8.M. Kjaerum s’est étonné que des plaintes individuelles ne soient jamais soumises par des Équatoriens au Comité alors que l’Équateur a fait la déclaration prévue à l’article 14 de la Convention. M. Ponce‑Alvarado explique à son intention que cette situation est due au fait que le pays a connu très peu d’incidents graves de discrimination raciale. L’Équateur est l’un des pays qui font le moins l’objet des plaintes individuelles déposées auprès des organes conventionnels de l’ONU ou au titre de la procédure 1503 de la Commission des droits de l’homme. Le fait est qu’aucun tribunal équatorien n’a été saisi de plaintes pour discrimination raciale.

9.S’agissant des droits des autochtones à la terre et à un environnement sain, M. Ponce‑Alvarado explique que les articles 86 et 91 de la Constitution, qui sont les fondements de la protection légale de l’environnement, garantissent la protection des terres et territoires autochtones et que la loi sur la gestion de l’environnement, de 1999, établit différents types de mécanismes de participation sociale à la gestion de l’environnement, notamment les consultations et audiences publiques, l’examen de projets et de propositions et la collaboration entre les secteurs public et privé.

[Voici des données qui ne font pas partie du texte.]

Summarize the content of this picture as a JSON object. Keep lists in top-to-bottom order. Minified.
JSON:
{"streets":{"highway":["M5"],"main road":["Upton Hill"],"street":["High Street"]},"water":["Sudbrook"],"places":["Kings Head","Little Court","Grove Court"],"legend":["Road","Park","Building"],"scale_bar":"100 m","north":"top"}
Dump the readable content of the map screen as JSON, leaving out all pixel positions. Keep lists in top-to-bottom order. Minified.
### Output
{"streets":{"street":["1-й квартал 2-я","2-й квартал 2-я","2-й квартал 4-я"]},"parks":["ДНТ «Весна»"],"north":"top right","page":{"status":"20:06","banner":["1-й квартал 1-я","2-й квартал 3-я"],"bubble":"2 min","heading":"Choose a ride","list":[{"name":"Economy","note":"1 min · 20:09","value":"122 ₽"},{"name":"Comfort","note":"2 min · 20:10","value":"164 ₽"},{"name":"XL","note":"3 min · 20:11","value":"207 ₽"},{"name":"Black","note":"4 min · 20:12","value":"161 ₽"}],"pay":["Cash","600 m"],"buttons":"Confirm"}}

10.Pour ce qui est des mesures prises par les autorités pour réduire l’écart économique et social entre les populations autochtones et noires et le reste de la population, le représentant indique qu’une douzaine de plans opérationnels sectoriels ont été mis en place depuis 1999 aux niveaux local, provincial et national pour traiter des questions liées à la discrimination raciale, la xénophobie et autres formes d’intolérance dans le cadre du Plan national des droits de l’homme adopté en 1998. Ces plans ont été conçus en concertation avec tous les secteurs de la société civile et les organisations de défense des droits de l’homme pour défendre notamment les droits de la population noire, les migrants, les réfugiés, les apatrides et les personnes déplacées, ainsi que les droits de la femme. Ces plans, dont certains, notamment celui qui porte sur la population noire et les migrants, s’inspirent des recommandations du Programme d’action de Durban, sont gérés par une sous‑commission sectorielle du travail. En 2003, sept plans opérationnels sectoriels ont été mis en œuvre.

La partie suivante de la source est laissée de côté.